Cose brutte. Molti filmati di Montage of Heck sono già visti. I più introvabili erano già nell’edizione dei 20 anni di In Utero e nel cofanetto With the Lights Out. Le immagini in casa e in famiglia non le avevo mai viste. È difficile cogliere Kurt Cobain anche nelle immagini private: a volte è fatto, a volte fa lo scemo di fronte alla telecamera, a volte sembra di no. Quindi, ok, fa effetto vedere quelle riprese, ma non raccontano niente di lui che non sapessimo già. Mi aspettavo più immagini inedite, non è una questione di quantità, è la mancata occasione di farci arrivare in faccia la novità ancora dopo 20 anni. Pensavo che la famiglia avesse a disposizione più filmati inediti.

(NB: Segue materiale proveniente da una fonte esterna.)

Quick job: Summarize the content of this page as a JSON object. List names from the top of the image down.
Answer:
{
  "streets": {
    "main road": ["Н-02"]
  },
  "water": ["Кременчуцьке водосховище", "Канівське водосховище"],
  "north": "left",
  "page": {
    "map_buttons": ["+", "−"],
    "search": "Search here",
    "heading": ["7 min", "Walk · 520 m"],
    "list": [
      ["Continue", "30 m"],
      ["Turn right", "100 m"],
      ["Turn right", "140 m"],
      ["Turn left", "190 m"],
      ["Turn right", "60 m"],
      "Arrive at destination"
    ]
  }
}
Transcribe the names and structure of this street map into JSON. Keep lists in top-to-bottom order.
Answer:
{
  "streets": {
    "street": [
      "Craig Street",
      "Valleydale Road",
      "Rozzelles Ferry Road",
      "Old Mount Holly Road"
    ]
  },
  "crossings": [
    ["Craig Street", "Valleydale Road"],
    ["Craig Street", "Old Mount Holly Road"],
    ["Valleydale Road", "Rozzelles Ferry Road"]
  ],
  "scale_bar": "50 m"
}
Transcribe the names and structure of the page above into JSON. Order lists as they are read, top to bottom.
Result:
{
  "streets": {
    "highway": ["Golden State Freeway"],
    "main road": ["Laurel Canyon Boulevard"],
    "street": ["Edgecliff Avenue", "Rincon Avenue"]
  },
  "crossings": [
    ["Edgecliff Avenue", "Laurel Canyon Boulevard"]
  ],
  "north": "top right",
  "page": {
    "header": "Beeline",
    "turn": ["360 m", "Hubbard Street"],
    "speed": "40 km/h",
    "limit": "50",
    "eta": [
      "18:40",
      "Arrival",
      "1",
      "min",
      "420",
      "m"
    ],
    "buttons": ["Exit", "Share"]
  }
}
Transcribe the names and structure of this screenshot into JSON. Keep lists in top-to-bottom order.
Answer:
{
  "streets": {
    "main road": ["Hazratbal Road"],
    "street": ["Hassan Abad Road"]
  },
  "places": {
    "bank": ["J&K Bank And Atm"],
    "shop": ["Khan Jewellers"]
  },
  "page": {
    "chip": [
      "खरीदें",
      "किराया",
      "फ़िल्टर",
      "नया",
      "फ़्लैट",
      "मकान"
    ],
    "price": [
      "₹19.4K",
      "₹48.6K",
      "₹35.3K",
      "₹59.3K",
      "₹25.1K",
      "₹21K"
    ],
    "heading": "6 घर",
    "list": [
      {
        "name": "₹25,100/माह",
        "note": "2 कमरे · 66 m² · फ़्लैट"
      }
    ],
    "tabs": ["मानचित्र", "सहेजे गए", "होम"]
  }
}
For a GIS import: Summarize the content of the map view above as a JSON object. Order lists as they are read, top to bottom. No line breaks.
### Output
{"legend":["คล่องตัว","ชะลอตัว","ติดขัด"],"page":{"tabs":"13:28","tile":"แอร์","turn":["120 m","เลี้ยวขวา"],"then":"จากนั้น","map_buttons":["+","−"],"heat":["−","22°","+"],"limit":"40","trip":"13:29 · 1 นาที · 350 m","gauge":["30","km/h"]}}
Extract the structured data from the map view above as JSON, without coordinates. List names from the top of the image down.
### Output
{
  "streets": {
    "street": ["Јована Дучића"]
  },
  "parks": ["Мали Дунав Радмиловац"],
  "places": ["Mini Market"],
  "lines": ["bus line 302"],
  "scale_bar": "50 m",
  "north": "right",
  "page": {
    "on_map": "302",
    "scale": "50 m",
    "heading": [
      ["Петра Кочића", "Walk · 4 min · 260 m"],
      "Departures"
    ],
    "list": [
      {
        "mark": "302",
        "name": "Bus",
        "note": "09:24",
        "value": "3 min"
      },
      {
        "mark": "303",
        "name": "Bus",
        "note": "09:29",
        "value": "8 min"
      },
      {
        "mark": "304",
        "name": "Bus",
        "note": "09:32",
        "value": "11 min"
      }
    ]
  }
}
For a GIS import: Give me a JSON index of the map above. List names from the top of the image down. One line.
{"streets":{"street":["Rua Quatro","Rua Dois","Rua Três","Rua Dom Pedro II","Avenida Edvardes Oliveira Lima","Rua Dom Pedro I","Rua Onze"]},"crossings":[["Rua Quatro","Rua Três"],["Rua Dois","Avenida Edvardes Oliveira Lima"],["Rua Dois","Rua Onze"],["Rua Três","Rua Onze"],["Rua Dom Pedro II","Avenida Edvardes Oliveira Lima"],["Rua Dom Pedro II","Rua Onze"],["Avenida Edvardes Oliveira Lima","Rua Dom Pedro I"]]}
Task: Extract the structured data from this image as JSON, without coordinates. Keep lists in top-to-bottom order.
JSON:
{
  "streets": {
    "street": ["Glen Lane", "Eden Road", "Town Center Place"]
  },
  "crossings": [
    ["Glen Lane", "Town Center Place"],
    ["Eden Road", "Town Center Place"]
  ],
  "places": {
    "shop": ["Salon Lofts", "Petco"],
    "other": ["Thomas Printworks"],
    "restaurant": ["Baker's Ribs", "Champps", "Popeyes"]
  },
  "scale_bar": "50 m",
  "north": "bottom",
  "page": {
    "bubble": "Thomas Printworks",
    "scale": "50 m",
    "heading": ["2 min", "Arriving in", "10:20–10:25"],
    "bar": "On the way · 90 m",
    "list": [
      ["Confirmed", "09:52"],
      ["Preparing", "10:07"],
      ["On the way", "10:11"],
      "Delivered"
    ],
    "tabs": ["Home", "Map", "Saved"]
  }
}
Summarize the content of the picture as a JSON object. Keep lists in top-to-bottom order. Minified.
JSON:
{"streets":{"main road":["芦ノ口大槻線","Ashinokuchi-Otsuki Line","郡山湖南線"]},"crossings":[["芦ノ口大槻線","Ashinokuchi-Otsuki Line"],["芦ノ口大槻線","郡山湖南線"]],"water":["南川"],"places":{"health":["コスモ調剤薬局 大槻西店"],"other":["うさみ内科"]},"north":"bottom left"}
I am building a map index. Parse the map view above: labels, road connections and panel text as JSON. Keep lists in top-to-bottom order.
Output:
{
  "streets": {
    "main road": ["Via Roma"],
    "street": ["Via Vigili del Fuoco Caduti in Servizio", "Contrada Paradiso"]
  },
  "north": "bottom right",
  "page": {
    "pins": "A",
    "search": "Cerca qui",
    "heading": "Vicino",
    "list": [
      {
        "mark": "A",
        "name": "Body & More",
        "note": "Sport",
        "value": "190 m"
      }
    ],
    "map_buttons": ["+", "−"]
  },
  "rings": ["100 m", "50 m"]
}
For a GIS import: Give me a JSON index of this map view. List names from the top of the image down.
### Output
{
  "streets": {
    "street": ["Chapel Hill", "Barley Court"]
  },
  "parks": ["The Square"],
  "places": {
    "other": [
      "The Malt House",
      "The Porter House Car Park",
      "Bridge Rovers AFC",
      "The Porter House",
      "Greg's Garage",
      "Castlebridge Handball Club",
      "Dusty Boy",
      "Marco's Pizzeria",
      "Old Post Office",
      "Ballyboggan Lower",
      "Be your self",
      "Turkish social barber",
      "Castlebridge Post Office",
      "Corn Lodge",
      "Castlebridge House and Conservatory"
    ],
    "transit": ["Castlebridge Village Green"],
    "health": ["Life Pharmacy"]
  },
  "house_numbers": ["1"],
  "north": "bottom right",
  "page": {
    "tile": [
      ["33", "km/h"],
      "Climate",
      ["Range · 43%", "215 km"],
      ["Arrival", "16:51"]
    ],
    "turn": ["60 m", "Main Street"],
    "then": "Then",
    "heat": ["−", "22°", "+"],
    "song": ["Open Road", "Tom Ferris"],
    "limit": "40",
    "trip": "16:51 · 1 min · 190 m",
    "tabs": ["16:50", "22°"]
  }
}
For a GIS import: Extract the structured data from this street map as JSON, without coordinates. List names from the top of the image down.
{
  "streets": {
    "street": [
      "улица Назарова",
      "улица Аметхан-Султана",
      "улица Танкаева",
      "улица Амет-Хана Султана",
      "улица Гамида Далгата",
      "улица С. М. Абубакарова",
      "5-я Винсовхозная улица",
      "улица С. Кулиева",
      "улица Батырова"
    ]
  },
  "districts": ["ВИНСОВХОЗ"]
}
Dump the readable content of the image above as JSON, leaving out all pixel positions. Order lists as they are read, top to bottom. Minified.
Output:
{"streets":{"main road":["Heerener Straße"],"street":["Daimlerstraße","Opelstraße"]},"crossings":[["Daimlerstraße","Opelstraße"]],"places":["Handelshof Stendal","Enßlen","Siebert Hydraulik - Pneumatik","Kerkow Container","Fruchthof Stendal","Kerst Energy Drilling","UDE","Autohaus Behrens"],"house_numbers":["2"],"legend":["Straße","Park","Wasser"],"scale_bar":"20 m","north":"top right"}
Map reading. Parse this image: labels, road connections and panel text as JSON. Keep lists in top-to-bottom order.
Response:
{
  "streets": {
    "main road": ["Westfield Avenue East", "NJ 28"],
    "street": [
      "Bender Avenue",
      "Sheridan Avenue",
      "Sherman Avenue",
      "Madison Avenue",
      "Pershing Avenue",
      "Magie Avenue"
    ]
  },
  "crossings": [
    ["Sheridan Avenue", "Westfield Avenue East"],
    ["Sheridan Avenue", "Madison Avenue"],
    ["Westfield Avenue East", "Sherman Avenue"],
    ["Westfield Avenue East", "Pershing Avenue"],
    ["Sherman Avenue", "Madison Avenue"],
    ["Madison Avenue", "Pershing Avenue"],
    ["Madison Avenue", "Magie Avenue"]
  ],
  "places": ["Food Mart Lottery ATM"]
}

Forse li ha, forse no, forse non li vuole mettere fuori, forse Morgen li ha scartati (ma sembra che abbia avuto accesso a tutto l’archivio), ma quello che vediamo è un ripassone.
Montage of Heck accumula minuti montando pagine dai diari di Kurt Cobain (parzialmente già pubblicati da Mondadori anni fa) come se piovessero, nella seconda parte ripetendo le stesse cose della prima. Se uniamo immagini già viste e parole e frasi monotematiche prese dai diari, l’impressione è che ci sia la volontà di rafforzare un’immagine che abbiamo già. Forse non ci sono altri aspetti interessanti e sappiamo già tutto su di lui, ma mi rimane il dubbio che possa non essere così e che dietro a queste scelte ci sia un motivo.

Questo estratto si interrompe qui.